縁側のコンサルタント、世界へ

美智子の畑には、村の若者たちや、隣町からやってきた五十代の仲間たちの姿があった。
美智子は今、自分の野菜を売るだけでなく、村全体の特産品をどうやって世界に発信するかをアドバイスする「地域コンサルタント」としての顔を持つようになっていた。

彼女の手元には、いつもあの本と、Feloがある。

「美智子さん、このカボチャも世界に売れるかな?」

近所の農家仲間が、照れくさそうに聞いてくる。
美智子は微笑んで、タブレットを開いた。

「聞いてみましょう。世界中には、きっとあなたのカボチャを待っている人がいるはずだから」

夕暮れ時。
美智子は一人、縁側に座って黄金色に染まる畑を眺めていた。

五十五歳。かつては「人生の夕暮れ」だと思っていた。あとは静かに、誰からも忘れられていくだけだと思っていた。
でも、違った。

AIという翼を得たことで、彼女の人生は、まるで朝露に濡れた畑が朝日を浴びて輝き出すように、新しい彩りを帯び始めたのだ。

「お母さん、何見てるの?」

帰省してきた娘が、隣に座った。

「ん? 明日のプレゼンの資料を、ちょっとね」
「また? お母さん、本当にパワフルだね」

美智子は、自分の節くれ立った手を見た。
相変わらず土の色は染み付いている。けれど、その手はもう、何かを諦めるための手ではなかった。

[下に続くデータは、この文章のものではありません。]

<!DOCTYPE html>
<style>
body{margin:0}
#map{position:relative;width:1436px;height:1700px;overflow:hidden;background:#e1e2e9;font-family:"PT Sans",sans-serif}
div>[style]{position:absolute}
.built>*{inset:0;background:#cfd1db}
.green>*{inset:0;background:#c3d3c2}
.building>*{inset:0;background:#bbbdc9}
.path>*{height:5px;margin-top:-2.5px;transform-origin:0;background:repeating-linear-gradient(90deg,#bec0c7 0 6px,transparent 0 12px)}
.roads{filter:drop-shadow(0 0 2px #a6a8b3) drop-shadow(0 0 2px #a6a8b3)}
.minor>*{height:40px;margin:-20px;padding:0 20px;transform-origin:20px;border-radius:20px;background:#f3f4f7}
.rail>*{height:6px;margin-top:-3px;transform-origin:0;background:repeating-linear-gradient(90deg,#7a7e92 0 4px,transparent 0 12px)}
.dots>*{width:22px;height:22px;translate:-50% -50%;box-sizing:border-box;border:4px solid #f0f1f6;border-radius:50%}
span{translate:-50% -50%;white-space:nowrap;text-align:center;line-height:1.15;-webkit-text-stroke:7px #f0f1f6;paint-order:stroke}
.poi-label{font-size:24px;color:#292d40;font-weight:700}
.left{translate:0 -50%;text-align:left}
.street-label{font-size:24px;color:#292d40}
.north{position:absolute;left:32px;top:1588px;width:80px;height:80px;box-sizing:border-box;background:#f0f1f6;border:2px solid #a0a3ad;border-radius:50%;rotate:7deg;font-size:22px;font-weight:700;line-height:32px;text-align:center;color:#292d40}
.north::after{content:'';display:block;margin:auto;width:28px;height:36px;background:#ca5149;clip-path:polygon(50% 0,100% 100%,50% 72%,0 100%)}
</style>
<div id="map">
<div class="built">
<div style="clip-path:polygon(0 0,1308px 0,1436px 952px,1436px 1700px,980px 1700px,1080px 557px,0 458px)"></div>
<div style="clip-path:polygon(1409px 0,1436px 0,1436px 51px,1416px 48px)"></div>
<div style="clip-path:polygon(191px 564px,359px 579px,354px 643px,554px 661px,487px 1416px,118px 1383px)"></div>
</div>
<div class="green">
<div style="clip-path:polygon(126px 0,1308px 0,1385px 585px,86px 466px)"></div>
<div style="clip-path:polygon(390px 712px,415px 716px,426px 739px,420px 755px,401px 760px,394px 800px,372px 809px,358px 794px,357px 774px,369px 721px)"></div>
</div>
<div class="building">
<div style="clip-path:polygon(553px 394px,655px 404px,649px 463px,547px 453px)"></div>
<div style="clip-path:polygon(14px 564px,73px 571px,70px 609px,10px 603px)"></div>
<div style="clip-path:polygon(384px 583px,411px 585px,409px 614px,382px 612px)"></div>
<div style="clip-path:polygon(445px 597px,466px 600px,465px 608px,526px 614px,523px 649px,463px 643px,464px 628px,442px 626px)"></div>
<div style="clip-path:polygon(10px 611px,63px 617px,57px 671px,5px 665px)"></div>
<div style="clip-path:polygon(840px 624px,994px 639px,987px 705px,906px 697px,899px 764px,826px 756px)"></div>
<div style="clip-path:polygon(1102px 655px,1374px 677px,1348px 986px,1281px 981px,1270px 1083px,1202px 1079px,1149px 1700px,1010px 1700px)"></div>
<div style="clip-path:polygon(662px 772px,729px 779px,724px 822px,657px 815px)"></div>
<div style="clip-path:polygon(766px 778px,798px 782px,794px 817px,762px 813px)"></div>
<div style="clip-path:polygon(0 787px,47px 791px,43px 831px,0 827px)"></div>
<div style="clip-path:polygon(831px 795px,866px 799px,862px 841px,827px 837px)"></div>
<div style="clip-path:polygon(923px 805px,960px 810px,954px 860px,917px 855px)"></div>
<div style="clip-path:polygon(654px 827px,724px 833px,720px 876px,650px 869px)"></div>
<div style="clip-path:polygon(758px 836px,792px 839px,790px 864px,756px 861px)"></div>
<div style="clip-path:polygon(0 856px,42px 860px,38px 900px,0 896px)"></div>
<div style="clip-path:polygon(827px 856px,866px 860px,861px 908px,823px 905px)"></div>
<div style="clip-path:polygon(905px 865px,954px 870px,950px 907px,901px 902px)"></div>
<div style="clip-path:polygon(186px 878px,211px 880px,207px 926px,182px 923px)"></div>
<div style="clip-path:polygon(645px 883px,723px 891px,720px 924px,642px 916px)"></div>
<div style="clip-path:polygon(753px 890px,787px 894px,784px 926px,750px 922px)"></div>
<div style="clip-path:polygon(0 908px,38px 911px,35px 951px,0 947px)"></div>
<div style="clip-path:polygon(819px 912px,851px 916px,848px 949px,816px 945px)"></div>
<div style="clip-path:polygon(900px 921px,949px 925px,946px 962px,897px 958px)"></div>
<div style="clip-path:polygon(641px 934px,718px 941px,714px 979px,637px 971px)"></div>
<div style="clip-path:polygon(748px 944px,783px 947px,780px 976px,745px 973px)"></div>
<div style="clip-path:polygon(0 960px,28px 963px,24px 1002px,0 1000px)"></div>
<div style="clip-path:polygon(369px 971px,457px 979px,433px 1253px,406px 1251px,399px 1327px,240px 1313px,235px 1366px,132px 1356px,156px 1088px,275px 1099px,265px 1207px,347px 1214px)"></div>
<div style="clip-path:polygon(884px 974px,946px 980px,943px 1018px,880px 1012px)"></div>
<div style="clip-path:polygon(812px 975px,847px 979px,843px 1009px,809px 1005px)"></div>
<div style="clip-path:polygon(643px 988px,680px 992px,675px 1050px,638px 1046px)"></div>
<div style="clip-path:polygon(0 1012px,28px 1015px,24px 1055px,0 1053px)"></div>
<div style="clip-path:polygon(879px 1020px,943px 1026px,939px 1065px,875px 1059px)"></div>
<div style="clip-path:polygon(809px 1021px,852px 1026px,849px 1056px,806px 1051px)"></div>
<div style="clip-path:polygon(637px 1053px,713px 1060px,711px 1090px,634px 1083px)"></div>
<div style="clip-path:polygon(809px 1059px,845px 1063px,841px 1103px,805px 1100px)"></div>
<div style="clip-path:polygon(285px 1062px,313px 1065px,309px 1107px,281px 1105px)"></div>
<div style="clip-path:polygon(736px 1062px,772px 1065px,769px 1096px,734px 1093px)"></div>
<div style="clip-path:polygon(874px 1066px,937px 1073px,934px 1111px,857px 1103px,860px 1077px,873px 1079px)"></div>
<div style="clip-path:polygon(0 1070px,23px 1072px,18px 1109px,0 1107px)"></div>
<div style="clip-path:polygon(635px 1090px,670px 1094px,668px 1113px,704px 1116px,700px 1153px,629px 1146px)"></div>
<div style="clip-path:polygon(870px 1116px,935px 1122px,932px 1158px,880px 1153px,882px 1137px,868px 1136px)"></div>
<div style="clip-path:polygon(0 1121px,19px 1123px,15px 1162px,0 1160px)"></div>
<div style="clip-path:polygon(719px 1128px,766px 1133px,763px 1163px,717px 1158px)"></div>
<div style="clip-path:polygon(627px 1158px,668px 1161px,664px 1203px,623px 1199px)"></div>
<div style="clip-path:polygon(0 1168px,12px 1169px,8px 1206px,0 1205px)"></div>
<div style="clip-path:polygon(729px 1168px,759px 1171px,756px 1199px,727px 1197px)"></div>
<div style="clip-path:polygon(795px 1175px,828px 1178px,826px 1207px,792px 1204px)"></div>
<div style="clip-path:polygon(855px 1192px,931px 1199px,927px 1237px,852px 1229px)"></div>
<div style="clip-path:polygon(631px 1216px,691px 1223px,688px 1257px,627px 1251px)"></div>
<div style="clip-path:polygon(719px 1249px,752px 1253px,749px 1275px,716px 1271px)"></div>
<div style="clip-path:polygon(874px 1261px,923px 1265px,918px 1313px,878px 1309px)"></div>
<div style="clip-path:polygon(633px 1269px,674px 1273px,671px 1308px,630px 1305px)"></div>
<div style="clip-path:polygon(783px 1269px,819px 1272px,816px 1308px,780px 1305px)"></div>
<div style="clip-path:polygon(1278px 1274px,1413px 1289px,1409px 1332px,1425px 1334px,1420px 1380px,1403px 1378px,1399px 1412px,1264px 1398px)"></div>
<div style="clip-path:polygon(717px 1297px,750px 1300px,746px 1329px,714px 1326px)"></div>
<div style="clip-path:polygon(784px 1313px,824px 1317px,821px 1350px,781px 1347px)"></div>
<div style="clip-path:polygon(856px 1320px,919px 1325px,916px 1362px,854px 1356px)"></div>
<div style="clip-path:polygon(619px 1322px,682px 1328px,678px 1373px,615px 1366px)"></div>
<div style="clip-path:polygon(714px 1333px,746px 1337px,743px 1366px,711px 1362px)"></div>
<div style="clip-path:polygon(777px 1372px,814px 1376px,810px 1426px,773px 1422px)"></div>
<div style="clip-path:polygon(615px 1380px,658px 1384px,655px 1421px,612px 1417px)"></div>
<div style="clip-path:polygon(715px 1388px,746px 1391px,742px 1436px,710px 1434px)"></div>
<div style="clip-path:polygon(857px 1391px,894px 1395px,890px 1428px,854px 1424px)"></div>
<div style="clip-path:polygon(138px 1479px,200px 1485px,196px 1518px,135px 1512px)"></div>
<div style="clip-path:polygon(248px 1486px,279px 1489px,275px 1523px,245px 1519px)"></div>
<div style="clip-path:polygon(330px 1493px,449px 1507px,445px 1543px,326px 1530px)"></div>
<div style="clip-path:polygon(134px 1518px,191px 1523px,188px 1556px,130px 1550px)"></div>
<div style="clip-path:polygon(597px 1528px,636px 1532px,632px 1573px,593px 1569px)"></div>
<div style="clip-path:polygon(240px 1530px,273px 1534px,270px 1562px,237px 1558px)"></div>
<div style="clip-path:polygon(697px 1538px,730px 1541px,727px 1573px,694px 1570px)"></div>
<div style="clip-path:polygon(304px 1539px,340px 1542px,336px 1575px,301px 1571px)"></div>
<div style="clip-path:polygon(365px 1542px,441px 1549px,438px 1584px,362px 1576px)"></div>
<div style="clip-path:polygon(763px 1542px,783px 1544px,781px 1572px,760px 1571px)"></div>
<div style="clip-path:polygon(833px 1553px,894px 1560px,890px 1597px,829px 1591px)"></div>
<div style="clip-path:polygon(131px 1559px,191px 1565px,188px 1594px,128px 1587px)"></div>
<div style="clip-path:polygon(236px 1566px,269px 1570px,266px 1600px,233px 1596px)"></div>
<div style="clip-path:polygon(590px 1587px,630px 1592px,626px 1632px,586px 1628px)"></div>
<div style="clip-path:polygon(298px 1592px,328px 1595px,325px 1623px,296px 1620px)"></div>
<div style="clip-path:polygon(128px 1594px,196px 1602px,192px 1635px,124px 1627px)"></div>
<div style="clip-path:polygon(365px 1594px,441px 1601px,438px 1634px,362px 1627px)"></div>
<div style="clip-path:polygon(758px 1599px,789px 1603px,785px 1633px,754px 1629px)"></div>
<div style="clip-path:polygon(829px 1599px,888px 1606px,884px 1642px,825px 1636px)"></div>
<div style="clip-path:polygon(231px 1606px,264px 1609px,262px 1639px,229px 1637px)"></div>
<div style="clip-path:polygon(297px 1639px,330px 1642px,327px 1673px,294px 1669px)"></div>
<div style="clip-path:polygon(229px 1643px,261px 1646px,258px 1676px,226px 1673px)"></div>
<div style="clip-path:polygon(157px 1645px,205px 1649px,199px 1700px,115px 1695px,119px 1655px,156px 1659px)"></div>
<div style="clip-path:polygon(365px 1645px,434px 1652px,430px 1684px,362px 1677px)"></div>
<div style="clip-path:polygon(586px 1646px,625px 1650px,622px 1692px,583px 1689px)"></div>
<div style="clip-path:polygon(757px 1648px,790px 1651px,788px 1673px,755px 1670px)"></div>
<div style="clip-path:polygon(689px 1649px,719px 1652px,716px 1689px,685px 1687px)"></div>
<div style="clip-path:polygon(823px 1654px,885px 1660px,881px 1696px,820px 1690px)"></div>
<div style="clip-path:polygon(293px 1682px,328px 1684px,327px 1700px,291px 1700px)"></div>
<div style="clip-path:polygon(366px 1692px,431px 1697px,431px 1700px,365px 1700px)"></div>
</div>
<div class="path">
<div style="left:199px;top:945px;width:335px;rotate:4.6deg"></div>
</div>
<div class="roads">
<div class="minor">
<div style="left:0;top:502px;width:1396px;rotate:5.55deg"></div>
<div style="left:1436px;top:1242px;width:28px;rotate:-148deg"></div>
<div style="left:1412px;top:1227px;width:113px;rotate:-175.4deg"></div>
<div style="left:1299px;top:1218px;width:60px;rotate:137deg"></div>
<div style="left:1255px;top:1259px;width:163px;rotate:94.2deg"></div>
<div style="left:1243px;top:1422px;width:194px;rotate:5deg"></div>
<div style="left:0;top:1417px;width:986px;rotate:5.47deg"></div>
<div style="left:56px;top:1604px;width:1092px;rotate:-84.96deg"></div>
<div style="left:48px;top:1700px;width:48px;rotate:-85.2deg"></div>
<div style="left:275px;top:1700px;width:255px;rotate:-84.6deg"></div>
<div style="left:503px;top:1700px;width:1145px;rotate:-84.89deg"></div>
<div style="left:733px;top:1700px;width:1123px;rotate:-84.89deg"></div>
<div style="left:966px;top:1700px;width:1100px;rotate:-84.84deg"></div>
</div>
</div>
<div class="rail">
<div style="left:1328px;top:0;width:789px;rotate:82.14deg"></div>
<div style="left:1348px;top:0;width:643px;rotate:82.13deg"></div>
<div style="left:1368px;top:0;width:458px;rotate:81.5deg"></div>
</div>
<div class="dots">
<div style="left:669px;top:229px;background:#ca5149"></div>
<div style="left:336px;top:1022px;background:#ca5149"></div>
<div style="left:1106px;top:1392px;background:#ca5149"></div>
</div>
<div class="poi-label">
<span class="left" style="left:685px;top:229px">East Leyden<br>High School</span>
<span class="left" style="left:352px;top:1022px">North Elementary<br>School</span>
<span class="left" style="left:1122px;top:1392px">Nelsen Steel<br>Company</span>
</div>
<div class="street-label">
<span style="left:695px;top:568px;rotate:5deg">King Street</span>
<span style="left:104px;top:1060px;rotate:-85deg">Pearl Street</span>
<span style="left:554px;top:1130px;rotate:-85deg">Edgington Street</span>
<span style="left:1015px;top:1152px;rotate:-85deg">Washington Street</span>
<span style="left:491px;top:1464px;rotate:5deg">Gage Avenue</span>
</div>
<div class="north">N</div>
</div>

新しい世界を切り拓き、誰かの背中を押し、未来を掴み取るための手だ。
窓の外では、また新しい冬が近づいている。

けれど、美智子の心は、春の陽だまりのように温かかった。

「さて、次はどんな夢を、Feloに相談してみようかしら」

美智子の指先が、画面を軽やかに叩く。
その光は、田舎の静かな夜の中で、星よりも明るく輝いていた。